■ What needs to be done:
Report, in full, each line of the material below in which the string "Pirkkolan" occurs.
═══ Extracted data
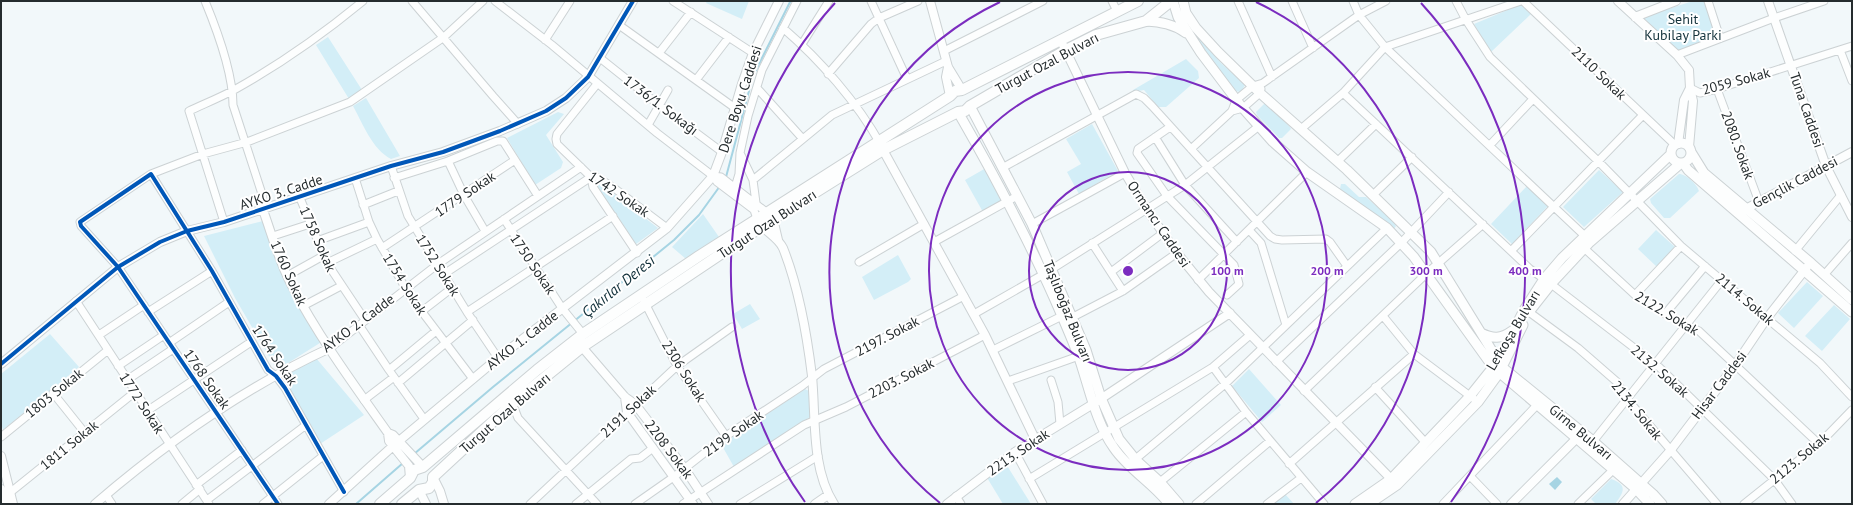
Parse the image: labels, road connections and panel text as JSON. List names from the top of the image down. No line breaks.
{"streets":{"main road":["Turgut Ozal Bulvarı","Taşlıboğaz Bulvarı","Lefkoşa Bulvarı","Girne Bulvarı"],"street":["2110 Sokak","2059 Sokak","Dere Boyu Caddesi","1736/1. Sokağı","Tuna Caddesi","2080. Sokak","Gençlik Caddesi","AYKO 3. Cadde","1779 Sokak","1742 Sokak","Ormancı Caddesi","1758 Sokak","1750 Sokak","1752 Sokak","1760 Sokak","1754 Sokak","2114. Sokak","2122. Sokak","AYKO 2. Cadde","2197. Sokak","AYKO 1. Cadde","1764 Sokak","2306 Sokak","2132. Sokak","2203. Sokak","1768 Sokak","Hisar Caddesi","1803 Sokak","1772 Sokak","2134. Sokak","2191 Sokak","2199 Sokak","1811 Sokak","2208 Sokak","2213. Sokak","2123. Sokak"]},"crossings":[["Turgut Ozal Bulvarı","Ormancı Caddesi"],["Turgut Ozal Bulvarı","1750 Sokak"],["Turgut Ozal Bulvarı","Taşlıboğaz Bulvarı"],["Turgut Ozal Bulvarı","2306 Sokak"],["Turgut Ozal Bulvarı","2208 Sokak"],["2110 Sokak","Lefkoşa Bulvarı"],["2059 Sokak","Tuna Caddesi"],["2059 Sokak","2080. Sokak"],["Dere Boyu Caddesi","1736/1. Sokağı"],["Dere Boyu Caddesi","AYKO 1. Cadde"],["1736/1. Sokağı","AYKO 3. Cadde"],["Tuna Caddesi","Gençlik Caddesi"],["2080. Sokak","Gençlik Caddesi"],["AYKO 3. Cadde","1758 Sokak"],["AYKO 3. Cadde","1752 Sokak"],["AYKO 3. Cadde","1760 Sokak"],["AYKO 3. Cadde","1754 Sokak"],["AYKO 3. Cadde","1764 Sokak"],["AYKO 3. Cadde","1768 Sokak"],["AYKO 3. Cadde","1772 Sokak"],["1779 Sokak","1752 Sokak"],["1779 Sokak","1754 Sokak"],["1742 Sokak","AYKO 2. Cadde"],["1742 Sokak","AYKO 1. Cadde"],["Ormancı Caddesi","Lefkoşa Bulvarı"],["Ormancı Caddesi","2213. Sokak"],["1758 Sokak","AYKO 2. Cadde"],["1758 Sokak","AYKO 1. Cadde"],["1750 Sokak","AYKO 2. Cadde"],["1750 Sokak","AYKO 1. Cadde"],["1752 Sokak","AYKO 2. Cadde"],["1752 Sokak","AYKO 1. Cadde"],["1760 Sokak","AYKO 2. Cadde"],["1760 Sokak","AYKO 1. Cadde"],["1754 Sokak","AYKO 2. Cadde"],["1754 Sokak","AYKO 1. Cadde"],["2114. Sokak","Lefkoşa Bulvarı"],["2114. Sokak","Hisar Caddesi"],["Taşlıboğaz Bulvarı","2213. Sokak"],["2122. Sokak","Lefkoşa Bulvarı"],["2122. Sokak","Hisar Caddesi"],["2122. Sokak","2123. Sokak"],["AYKO 2. Cadde","1764 Sokak"],["AYKO 2. Cadde","1768 Sokak"],["AYKO 2. Cadde","1772 Sokak"],["Lefkoşa Bulvarı","2132. Sokak"],["Lefkoşa Bulvarı","2134. Sokak"],["Lefkoşa Bulvarı","Girne Bulvarı"],["2197. Sokak","2199 Sokak"],["AYKO 1. Cadde","1764 Sokak"],["1764 Sokak","1768 Sokak"],["2306 Sokak","2191 Sokak"],["2306 Sokak","2199 Sokak"],["2132. Sokak","Hisar Caddesi"],["2132. Sokak","2123. Sokak"],["2203. Sokak","2208 Sokak"],["Hisar Caddesi","2134. Sokak"],["Hisar Caddesi","Girne Bulvarı"],["1803 Sokak","1772 Sokak"],["1772 Sokak","1811 Sokak"],["2191 Sokak","2208 Sokak"],["2199 Sokak","2208 Sokak"]],"water":["Çakırlar Deresi"],"parks":["Sehit Kubilay Parki"],"rings":["100 m","200 m","300 m","400 m"]}
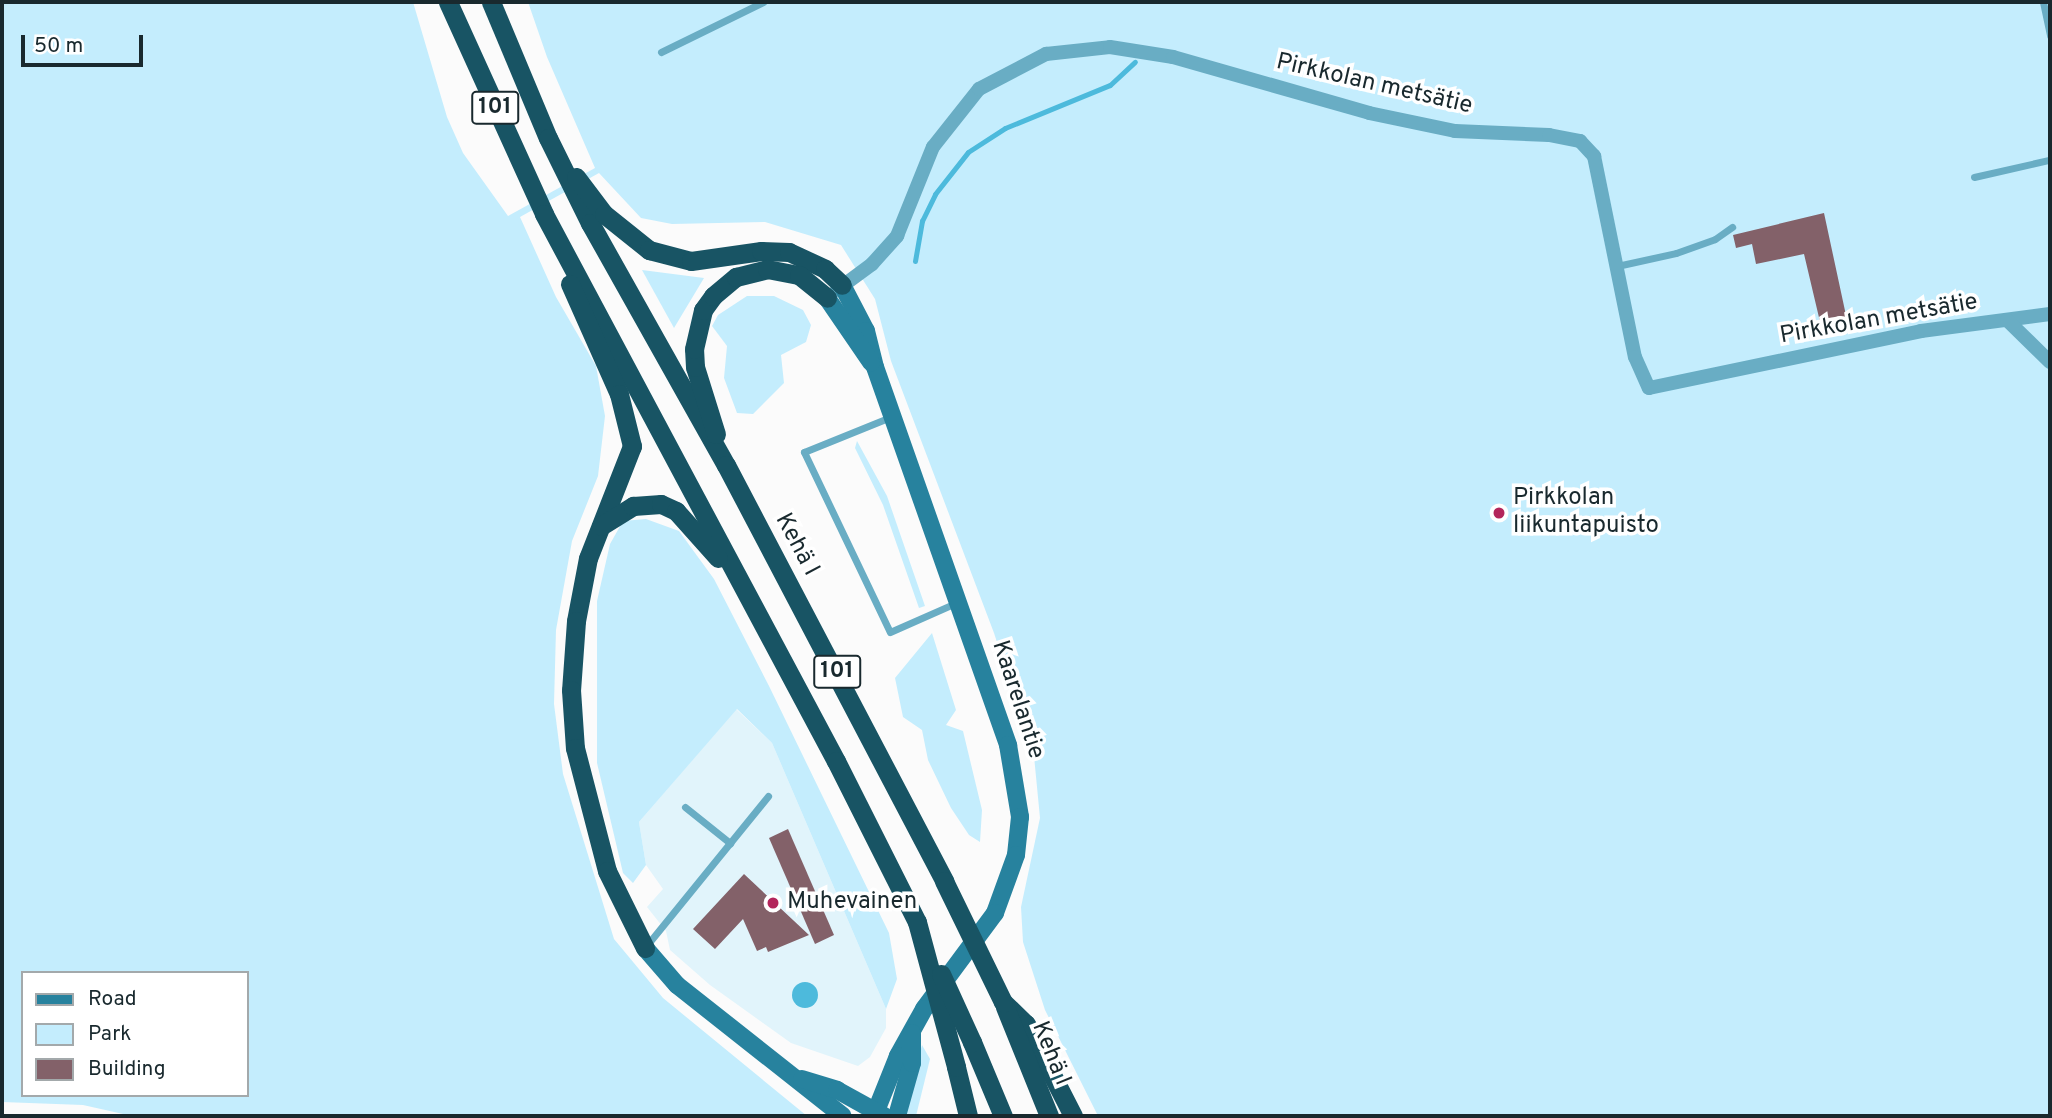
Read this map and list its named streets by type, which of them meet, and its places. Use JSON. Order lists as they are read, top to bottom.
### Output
{
  "streets": {
    "highway": ["101", "Kehä I"],
    "main road": ["Kaarelantie"],
    "street": ["Pirkkolan metsätie"]
  },
  "crossings": [
    ["Pirkkolan metsätie", "Kaarelantie"]
  ],
  "places": ["Pirkkolan liikuntapuisto", "Muhevainen"],
  "legend": ["Road", "Park", "Building"],
  "scale_bar": "50 m"
}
══════
■ Your response:
    "street": ["Pirkkolan metsätie"]
    ["Pirkkolan metsätie", "Kaarelantie"]
  "places": ["Pirkkolan liikuntapuisto", "Muhevainen"],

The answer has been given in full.